LUTS are very common, with a frequency comparable to the general population. LUTS are associated with a lower quality of life in men. The most important LUTS are urgency, nocturia and incontinence related to all components of the IPSS.
There are about 1.28 million American persons who have LUTS with the greatest burden on their lives occurring in those with mild LUTS and moderate to severe LUTS.
About one-third of men presenting with lower urinary tract symptoms could have urological treatment for a non-urinary cause. The most common treatments were medications, such as alpha-blockers. Many of these medications could worsen or lessen the men’s symptoms.

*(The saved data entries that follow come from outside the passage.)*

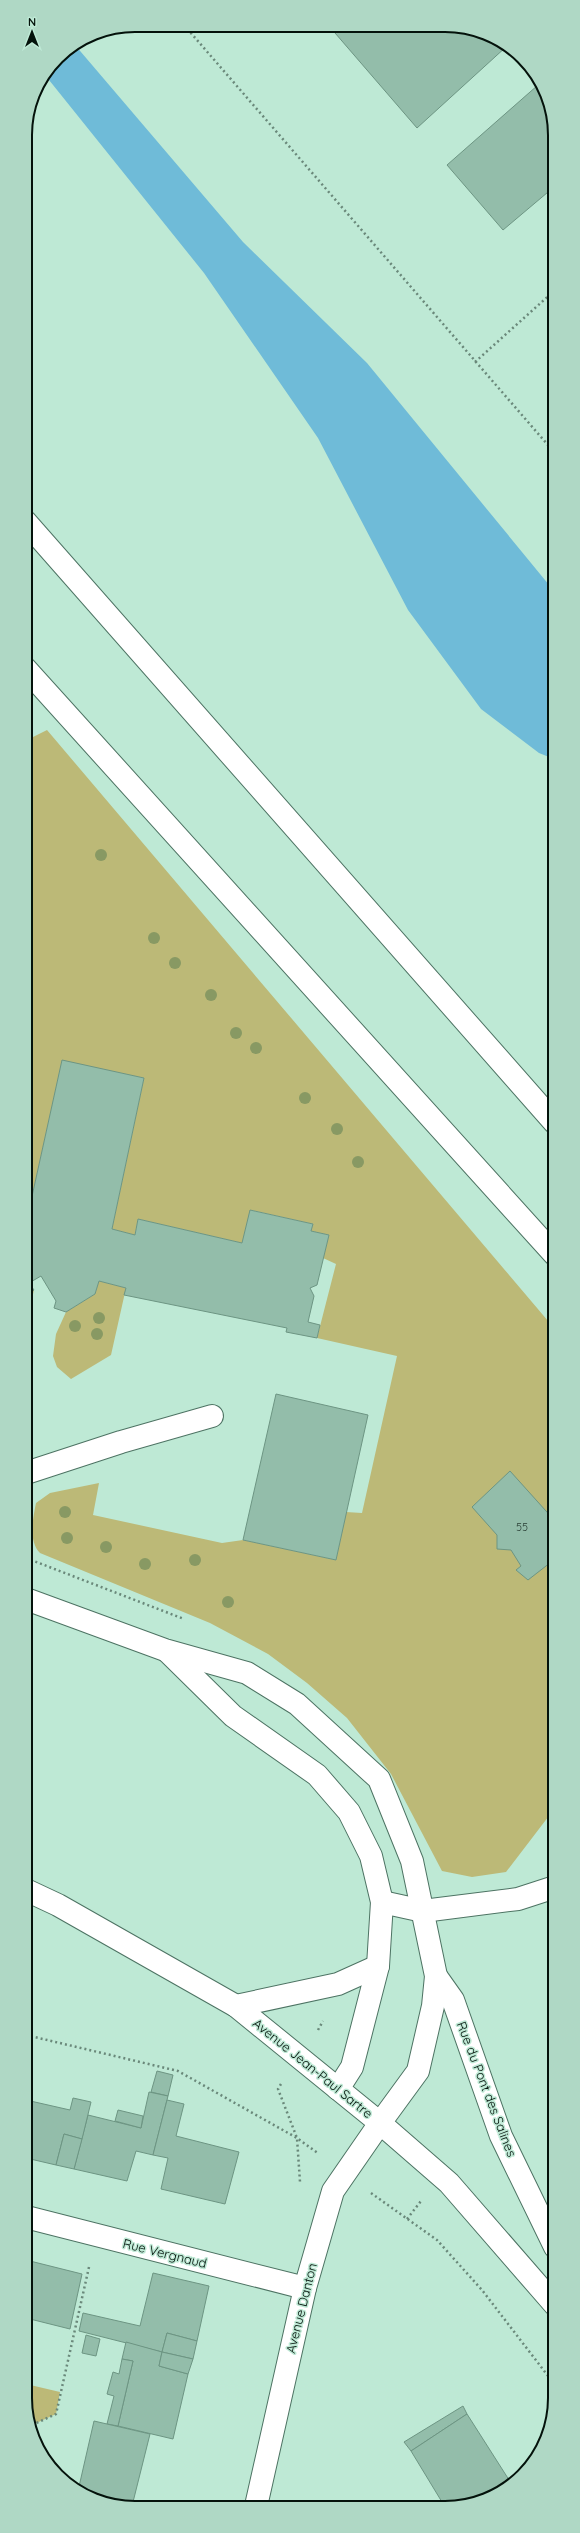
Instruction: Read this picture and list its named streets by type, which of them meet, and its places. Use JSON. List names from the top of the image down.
{
  "streets": {
    "main road": [
      "Avenue Jean-Paul Sartre",
      "Rue du Pont des Salines",
      "Rue Vergnaud",
      "Avenue Danton"
    ]
  },
  "crossings": [
    ["Avenue Jean-Paul Sartre", "Rue du Pont des Salines"],
    ["Avenue Jean-Paul Sartre", "Avenue Danton"],
    ["Rue du Pont des Salines", "Avenue Danton"],
    ["Rue Vergnaud", "Avenue Danton"]
  ],
  "house_numbers": ["55"],
  "north": "top"
}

Female and male patients with LUTS exhibit different lifestyles. LUTS also differs depending on the patients' age; LUTS increases across all age groups until middle age, but men and women over the age of 70 report LUTS at higher rates than younger men and women.
Patients with lower urinary tract symptoms often present with other symptoms, which may be underestimated. It is vital that gynaecologists take these into account when performing transvaginal pelvic examination in these patients.

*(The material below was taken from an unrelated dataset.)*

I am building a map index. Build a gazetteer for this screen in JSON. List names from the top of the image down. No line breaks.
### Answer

Symptoms associated with lower urinary tract infection occur as common as urinary incontinence and occur more often when they are of moderate to severe intensity. Patients' attitudes towards lower urinary tract symptoms are a poor predictor of their impact as they do not necessarily recognize their impact on their daily functioning.
The diagnosis and treatment of lower urinary tract diseases does not improve after the introduction of new treatment modalities. Although treatment guidelines are usually considered, these are only published for select patients, not for the general population.
Finasteride has no effect on urinary symptoms. Finasteride may be useful for reducing the recurrence of prostate cancer when combined with androgen deprivation therapy. Patients may experience reduced urinary symptoms such as urgency and the urge/toilet incontinence without an increase of serious urinary side effects with finasteride.
Finasteride is a drug with multiple uses. On the one hand, it is marketed for its treatment of benign prostatic hyperplasia (BPH). BPH is characterized by a noncancerous growth of the prostate gland that causes urinary frequency, feeling of incomplete emptying, difficulty urinating, or an inability to get rid of urine, or to empty the bladder completely in a consistent way. On the other hand, finasteride is marketed for the treatment of adult male pattern hair loss. Hair will begin to thin as a result of androgens. The connection between hair shedding and men, especially baldness, has been well documented for thousands and millennia.
There is a strong association between age at baseline and subsequent risk of developing LUTS and BOO. As such, it appears that most people who develop LUTS suffer from symptoms earlier in their lives. This research can be used to help patients and their families to better manage their voiding dysfunction.
[Finasteride 20 mg once daily had no significant effect on the frequency of adverse effects in a study of people with lower urinary tract symptoms. A greater number of people treated with finasteride 20 mg reported experiencing a greater number of adverse effects than placebo-treated men (6.3% vs, 4.1%) or women (9.1% vs, 5.7%), and these effects were related to higher doses of finasteride used for men (finasteride 2.0 mg versus finasteride 20 mg for men, and finasteride 20 mg versus finasteride 2.0 mg for women (p<0.0001; relative dose ratios 10).